____ Data records

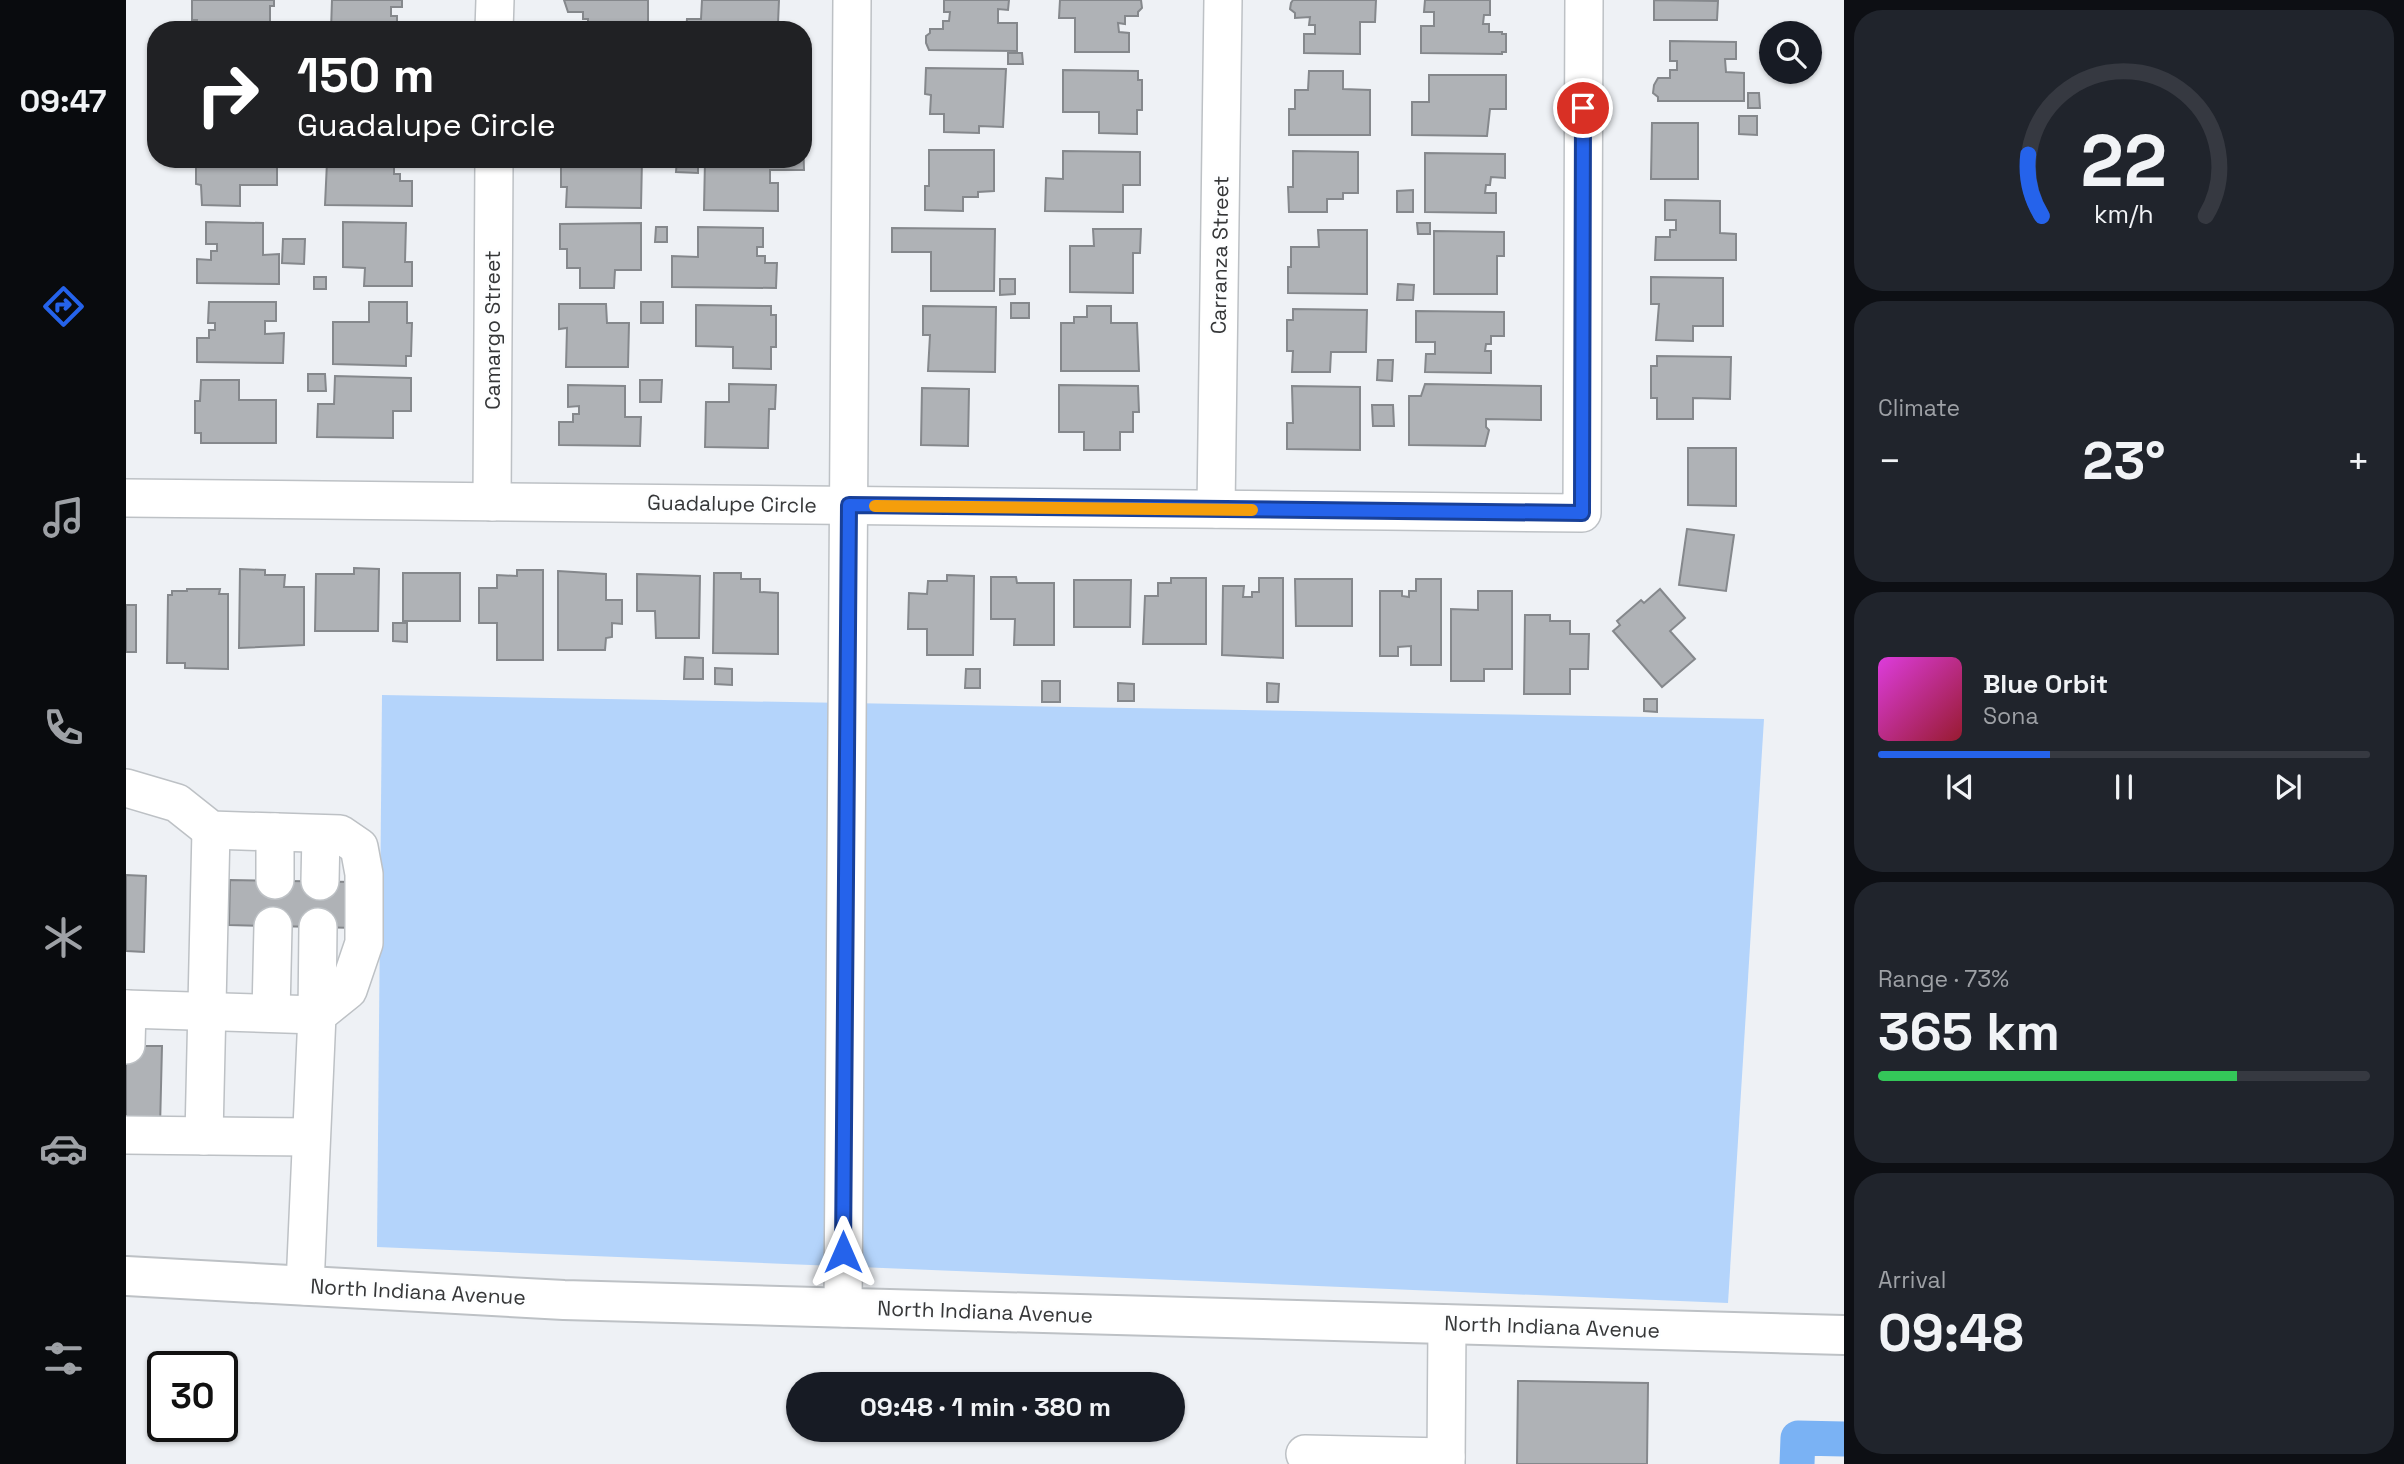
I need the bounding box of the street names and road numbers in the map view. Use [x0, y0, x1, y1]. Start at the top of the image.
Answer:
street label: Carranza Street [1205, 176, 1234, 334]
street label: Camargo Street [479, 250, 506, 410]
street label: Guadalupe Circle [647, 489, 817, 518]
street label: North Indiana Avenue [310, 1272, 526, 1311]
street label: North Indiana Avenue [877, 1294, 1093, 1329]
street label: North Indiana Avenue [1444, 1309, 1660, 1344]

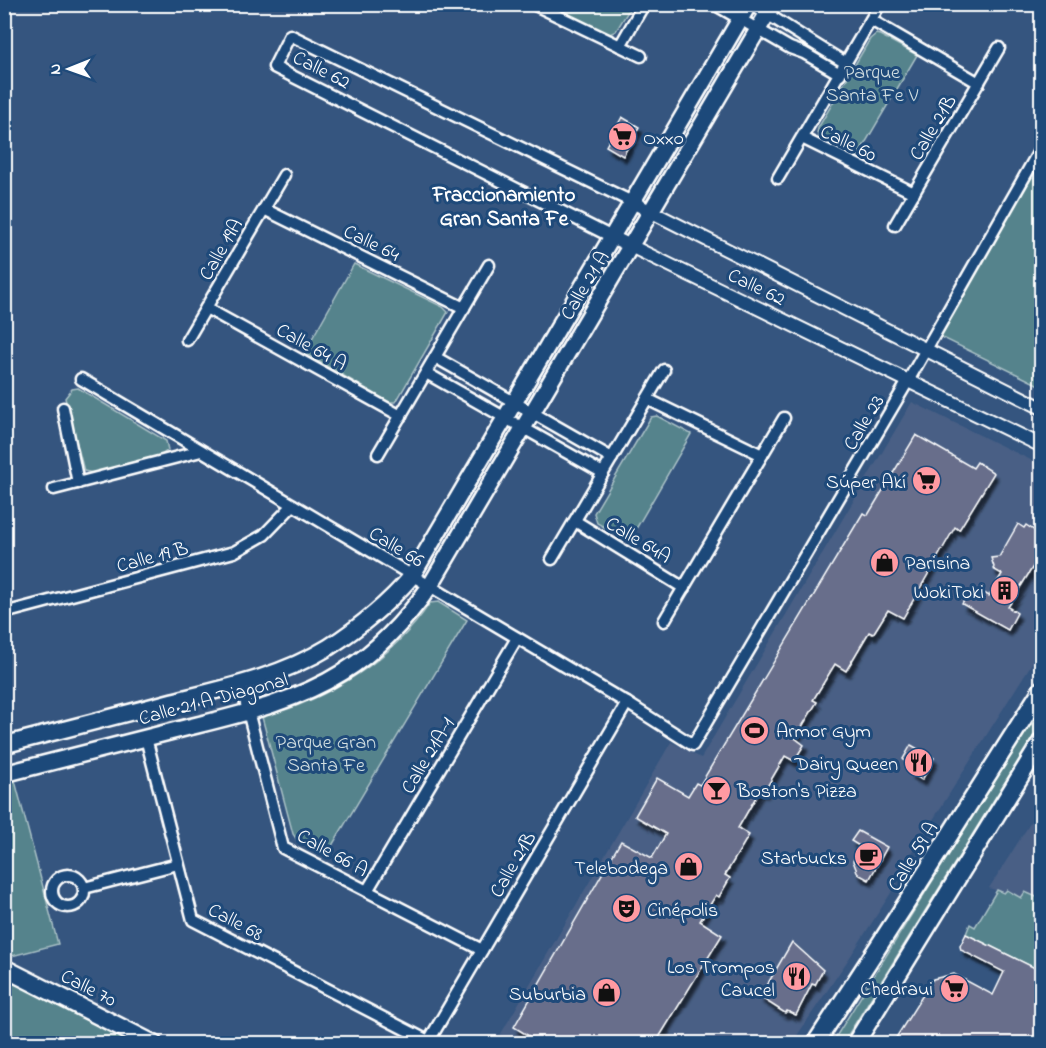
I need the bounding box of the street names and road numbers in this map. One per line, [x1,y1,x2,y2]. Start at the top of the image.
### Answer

________

◆ **Required action**:
Your answer should be every line above that contains the word "need".

◆ **Task response**:
I need the bounding box of the street names and road numbers in the map view. Use [x0, y0, x1, y1]. Start at the top of the image.
I need the bounding box of the street names and road numbers in this map. One per line, [x1,y1,x2,y2]. Start at the top of the image.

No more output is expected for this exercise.